- Leagues: FBA 2012–2014 NABL 2017–present
- Founded: 2006
- History: Tampa Bay Sharks 2006–2011 Tampa Bay Rebels 2014–2017 Tampa Bay Hawks 2017–present
- Arena: Florida College
- Location: Tampa, Florida
- Championships: 3
- Website: www.tampabayhawks.com

= Tampa Bay Hawks (basketball) =

NABL affiliated professional basketball ball team in Florida

The Tampa Bay Hawks are a team in the North American Basketball League (NABL) in Tampa, Florida.

==History==
Tampa Bay Sharks, the club started operations by winning the championship in the Bay Pro-Am tournament. That year, the team traveled to Argentina and Mexico where, for the first time, some of our best players were signed by international clubs

In 2011, we changed the name to Tampa Bay Rebels and co-founded the Florida Basketball Association.

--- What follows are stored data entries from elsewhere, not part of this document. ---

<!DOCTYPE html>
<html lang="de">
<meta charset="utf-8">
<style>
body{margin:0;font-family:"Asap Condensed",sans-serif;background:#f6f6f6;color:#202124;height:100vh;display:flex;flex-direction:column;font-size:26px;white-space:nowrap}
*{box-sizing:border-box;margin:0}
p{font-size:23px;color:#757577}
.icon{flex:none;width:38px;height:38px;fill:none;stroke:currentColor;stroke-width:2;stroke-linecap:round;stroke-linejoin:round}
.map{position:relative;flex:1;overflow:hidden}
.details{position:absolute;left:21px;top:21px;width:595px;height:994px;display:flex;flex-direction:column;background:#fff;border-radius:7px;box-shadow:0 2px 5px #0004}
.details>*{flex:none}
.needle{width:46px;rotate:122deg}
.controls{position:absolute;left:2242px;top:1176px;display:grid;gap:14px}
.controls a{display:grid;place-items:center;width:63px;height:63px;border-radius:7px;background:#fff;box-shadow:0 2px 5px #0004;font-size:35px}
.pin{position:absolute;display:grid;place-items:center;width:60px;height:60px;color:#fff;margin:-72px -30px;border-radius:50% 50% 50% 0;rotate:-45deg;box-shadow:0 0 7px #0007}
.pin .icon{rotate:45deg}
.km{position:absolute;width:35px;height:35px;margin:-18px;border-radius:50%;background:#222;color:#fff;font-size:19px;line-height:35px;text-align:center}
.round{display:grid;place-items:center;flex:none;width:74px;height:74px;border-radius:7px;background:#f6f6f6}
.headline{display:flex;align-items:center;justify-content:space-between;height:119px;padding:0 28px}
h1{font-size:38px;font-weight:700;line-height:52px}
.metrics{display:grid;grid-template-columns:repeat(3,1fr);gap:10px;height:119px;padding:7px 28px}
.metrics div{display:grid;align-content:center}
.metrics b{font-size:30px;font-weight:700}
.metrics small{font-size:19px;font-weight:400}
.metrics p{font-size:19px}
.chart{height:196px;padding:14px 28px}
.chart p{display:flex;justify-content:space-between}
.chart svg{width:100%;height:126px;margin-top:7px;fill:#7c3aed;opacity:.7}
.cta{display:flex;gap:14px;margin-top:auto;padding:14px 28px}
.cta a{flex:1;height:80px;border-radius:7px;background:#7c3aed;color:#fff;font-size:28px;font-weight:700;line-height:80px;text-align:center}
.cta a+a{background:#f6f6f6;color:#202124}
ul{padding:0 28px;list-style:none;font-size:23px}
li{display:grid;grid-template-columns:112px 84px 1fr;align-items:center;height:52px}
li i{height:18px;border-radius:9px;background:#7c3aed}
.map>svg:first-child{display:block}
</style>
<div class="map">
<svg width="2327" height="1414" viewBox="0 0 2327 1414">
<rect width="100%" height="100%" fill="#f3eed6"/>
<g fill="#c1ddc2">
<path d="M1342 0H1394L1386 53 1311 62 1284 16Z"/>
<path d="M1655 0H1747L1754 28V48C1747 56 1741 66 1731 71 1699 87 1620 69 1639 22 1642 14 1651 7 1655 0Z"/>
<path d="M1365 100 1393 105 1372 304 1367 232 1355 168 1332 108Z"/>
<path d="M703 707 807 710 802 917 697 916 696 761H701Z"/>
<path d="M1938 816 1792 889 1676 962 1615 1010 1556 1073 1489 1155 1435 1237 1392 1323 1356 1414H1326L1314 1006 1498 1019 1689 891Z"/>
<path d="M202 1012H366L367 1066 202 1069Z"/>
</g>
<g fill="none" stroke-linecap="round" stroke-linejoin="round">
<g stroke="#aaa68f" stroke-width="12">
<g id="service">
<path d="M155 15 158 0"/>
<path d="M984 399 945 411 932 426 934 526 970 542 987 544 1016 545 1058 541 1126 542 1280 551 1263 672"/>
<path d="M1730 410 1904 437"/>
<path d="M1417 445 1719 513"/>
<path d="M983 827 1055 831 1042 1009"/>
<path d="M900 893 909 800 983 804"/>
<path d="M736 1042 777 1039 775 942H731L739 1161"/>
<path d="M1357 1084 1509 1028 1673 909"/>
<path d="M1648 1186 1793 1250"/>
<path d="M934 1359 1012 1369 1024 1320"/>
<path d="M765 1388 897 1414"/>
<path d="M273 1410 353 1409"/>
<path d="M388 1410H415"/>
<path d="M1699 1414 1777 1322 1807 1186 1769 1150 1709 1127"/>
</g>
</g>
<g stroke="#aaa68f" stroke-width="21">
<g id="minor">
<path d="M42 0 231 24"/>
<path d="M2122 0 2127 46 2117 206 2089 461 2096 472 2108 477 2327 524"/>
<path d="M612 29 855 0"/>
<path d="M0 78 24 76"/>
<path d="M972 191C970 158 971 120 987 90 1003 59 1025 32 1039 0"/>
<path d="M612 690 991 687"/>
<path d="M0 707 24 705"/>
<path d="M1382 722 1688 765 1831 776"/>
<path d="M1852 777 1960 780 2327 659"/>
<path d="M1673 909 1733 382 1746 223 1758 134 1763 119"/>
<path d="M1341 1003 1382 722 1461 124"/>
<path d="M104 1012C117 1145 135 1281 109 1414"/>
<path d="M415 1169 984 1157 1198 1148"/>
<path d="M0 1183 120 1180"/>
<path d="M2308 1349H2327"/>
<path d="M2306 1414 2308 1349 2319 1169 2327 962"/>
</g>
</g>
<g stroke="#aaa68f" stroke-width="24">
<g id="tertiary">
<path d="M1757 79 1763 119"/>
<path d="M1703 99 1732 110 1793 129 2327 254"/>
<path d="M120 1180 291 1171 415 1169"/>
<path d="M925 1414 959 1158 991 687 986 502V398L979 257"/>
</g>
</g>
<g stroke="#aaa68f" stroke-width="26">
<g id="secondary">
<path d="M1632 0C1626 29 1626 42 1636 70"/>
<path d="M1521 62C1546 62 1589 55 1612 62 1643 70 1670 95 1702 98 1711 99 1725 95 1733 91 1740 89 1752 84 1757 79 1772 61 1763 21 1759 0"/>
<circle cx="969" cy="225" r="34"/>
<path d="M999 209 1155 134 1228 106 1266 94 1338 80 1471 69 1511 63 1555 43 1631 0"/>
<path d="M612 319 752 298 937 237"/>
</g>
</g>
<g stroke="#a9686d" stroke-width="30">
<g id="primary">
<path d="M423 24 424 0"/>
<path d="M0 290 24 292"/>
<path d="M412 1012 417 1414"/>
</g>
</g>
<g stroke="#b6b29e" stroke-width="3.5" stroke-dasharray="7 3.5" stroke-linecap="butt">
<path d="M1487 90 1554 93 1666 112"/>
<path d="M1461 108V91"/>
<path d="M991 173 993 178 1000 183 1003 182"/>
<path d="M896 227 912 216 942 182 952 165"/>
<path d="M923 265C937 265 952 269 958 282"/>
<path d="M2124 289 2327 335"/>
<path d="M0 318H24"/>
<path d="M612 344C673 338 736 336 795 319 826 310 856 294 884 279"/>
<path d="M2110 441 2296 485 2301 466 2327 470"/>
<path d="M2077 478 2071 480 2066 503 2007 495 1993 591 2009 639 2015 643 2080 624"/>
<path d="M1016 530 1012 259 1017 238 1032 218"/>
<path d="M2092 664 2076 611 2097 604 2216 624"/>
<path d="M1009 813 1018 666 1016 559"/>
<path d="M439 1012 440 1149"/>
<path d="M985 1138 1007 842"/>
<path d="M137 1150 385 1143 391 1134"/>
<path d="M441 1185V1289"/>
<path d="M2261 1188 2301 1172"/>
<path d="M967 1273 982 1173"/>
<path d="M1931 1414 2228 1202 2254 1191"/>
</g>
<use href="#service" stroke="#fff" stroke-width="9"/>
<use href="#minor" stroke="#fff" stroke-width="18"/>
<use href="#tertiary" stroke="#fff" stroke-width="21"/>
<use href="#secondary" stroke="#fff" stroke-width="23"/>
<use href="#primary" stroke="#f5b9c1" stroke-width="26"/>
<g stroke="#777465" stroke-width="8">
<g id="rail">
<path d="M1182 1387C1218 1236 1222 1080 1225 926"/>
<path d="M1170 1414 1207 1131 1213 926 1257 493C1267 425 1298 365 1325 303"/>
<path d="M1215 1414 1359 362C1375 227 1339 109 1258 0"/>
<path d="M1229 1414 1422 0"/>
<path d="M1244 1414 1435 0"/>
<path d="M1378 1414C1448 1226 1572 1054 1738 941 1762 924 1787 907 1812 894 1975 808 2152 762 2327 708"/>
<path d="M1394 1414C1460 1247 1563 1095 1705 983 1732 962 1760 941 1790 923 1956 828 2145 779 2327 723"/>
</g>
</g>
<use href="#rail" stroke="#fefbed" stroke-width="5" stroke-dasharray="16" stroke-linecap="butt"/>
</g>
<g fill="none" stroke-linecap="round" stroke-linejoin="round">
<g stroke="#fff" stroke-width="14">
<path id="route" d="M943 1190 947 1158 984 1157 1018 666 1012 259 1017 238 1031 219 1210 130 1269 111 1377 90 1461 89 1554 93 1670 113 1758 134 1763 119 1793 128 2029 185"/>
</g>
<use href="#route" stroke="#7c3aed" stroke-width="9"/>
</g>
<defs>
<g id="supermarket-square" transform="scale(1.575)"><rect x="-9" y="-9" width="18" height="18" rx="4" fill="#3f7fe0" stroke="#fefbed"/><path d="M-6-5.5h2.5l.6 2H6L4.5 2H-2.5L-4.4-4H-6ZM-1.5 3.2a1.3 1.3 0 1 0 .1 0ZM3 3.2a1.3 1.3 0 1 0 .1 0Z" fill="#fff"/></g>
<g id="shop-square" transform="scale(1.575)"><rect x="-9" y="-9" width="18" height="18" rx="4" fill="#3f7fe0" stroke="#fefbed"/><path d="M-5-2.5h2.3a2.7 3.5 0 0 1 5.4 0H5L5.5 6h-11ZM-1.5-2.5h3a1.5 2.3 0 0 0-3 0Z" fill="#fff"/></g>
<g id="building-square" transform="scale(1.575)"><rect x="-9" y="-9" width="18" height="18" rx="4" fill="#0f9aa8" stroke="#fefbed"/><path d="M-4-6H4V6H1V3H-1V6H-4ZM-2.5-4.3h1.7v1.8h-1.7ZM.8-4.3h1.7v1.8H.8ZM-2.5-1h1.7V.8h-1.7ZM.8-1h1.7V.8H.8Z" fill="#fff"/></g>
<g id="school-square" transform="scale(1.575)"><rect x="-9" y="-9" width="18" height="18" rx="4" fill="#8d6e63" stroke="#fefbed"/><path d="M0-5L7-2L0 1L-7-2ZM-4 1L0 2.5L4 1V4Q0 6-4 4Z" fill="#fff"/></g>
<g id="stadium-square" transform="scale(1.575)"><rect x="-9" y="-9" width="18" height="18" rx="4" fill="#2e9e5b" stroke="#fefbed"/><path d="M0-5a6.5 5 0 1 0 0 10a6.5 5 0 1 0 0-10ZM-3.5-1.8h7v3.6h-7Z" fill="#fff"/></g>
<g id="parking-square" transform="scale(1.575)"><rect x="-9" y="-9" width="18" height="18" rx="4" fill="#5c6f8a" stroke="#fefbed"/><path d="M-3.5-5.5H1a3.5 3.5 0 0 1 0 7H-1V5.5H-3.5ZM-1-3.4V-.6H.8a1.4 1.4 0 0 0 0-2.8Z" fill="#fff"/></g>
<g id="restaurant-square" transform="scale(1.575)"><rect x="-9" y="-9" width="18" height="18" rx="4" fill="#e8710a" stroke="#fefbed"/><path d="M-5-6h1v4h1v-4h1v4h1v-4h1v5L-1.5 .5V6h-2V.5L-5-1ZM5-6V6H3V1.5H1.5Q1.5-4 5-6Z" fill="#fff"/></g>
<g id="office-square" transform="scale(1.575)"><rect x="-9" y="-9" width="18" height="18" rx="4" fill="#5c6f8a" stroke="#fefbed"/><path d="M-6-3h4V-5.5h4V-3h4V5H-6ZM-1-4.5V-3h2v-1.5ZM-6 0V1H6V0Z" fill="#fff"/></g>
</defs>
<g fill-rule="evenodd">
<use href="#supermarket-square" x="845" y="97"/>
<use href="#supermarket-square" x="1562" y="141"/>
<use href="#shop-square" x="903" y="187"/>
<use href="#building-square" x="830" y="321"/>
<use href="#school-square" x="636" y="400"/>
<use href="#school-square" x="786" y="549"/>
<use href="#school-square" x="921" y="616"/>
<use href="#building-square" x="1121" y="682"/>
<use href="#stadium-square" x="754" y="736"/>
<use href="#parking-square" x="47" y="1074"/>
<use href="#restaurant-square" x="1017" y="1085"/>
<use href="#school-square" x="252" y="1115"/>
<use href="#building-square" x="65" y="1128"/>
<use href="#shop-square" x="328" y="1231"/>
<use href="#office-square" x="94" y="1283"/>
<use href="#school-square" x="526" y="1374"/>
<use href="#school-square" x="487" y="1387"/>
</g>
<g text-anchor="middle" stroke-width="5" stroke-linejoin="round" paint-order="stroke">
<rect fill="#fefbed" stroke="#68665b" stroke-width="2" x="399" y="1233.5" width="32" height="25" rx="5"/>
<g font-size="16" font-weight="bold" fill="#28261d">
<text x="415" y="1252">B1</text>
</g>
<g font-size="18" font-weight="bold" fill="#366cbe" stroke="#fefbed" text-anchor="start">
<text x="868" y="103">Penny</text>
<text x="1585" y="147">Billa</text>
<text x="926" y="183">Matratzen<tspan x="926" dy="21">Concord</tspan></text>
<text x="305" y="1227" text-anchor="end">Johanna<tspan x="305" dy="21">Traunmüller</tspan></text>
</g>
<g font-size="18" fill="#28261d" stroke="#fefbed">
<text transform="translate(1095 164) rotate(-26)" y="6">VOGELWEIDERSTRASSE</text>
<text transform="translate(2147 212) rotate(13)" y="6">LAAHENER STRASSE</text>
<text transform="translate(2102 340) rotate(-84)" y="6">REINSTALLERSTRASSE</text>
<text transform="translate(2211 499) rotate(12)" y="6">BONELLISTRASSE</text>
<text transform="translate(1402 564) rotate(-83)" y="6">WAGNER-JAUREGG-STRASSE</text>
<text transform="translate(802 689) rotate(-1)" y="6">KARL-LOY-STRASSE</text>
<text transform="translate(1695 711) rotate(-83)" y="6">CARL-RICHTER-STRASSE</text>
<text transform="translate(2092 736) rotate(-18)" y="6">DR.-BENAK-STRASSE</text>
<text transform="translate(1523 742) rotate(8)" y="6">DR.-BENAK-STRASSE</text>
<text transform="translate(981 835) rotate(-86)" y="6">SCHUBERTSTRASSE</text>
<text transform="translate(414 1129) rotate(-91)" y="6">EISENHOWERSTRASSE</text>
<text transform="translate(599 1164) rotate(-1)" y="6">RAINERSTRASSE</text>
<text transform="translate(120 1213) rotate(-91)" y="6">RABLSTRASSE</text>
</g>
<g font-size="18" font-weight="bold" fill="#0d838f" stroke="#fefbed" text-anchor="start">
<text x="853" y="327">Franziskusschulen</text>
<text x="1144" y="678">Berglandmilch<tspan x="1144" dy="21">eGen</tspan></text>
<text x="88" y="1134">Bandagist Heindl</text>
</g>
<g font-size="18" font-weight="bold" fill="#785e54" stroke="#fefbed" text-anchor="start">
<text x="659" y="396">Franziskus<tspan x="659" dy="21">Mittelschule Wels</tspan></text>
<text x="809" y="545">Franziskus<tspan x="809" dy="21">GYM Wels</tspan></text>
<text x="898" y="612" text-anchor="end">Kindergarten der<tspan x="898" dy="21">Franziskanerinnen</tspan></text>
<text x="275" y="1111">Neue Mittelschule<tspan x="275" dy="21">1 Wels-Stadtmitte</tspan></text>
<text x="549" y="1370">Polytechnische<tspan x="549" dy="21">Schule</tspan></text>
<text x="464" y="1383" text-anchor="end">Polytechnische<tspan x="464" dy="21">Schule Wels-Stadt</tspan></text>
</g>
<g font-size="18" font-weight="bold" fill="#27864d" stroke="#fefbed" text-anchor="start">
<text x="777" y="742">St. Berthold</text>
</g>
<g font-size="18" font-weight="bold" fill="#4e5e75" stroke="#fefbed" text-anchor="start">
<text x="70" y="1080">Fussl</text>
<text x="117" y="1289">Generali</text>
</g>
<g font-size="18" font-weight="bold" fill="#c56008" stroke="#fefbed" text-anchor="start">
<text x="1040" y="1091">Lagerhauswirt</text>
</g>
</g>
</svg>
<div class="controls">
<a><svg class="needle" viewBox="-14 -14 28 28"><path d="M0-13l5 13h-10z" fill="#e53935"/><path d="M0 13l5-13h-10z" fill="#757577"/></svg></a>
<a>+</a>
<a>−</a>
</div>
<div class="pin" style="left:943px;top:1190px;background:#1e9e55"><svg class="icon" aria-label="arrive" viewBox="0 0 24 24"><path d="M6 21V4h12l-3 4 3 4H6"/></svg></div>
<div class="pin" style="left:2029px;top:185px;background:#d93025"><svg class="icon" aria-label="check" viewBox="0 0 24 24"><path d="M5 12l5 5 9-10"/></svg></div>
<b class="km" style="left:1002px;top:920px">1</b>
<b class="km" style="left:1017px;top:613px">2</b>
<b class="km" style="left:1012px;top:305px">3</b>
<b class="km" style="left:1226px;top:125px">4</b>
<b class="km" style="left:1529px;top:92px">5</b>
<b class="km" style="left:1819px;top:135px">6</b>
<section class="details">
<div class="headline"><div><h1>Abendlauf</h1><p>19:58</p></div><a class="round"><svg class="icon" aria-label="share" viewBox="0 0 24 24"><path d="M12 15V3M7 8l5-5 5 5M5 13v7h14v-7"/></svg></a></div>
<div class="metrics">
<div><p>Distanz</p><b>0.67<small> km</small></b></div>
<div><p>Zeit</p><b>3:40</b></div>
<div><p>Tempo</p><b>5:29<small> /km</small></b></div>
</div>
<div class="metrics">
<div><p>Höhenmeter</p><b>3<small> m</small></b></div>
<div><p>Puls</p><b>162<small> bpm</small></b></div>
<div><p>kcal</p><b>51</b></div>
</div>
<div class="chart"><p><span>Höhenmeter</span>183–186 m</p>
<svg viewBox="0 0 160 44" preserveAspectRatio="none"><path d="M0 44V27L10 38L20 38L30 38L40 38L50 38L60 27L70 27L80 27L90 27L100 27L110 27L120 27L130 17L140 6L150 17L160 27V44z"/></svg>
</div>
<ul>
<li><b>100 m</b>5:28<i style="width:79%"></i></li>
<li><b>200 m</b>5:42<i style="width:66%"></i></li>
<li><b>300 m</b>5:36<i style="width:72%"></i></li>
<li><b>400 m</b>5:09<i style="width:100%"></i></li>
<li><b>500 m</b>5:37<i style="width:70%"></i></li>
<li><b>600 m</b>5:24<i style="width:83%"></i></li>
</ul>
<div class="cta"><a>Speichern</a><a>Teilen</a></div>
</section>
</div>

The newly formed Tampa Bay Rebels won the 2012 FBA Championship and reached the finals for three consecutive years. The inaugural season of 2012 was played with four teams. Tampa Bay Rebels defeated Heartland Prowl to win the first FBA championship. The Rebels (10-2) and Prowl (9-3) dominated league play in 2013 and met in the championship game once again. Heartland Prowl avenged their first season loss by defeating Tampa Bay 111-109. Prowl forward Arnold Lewis was named FBA Finals MVP, scoring 27 points.

On December 3, 2017, it was announced that the team would be joining the NABL for the upcoming 2018 season. On February 6, 2018, the Hawks named Florida College as their arena.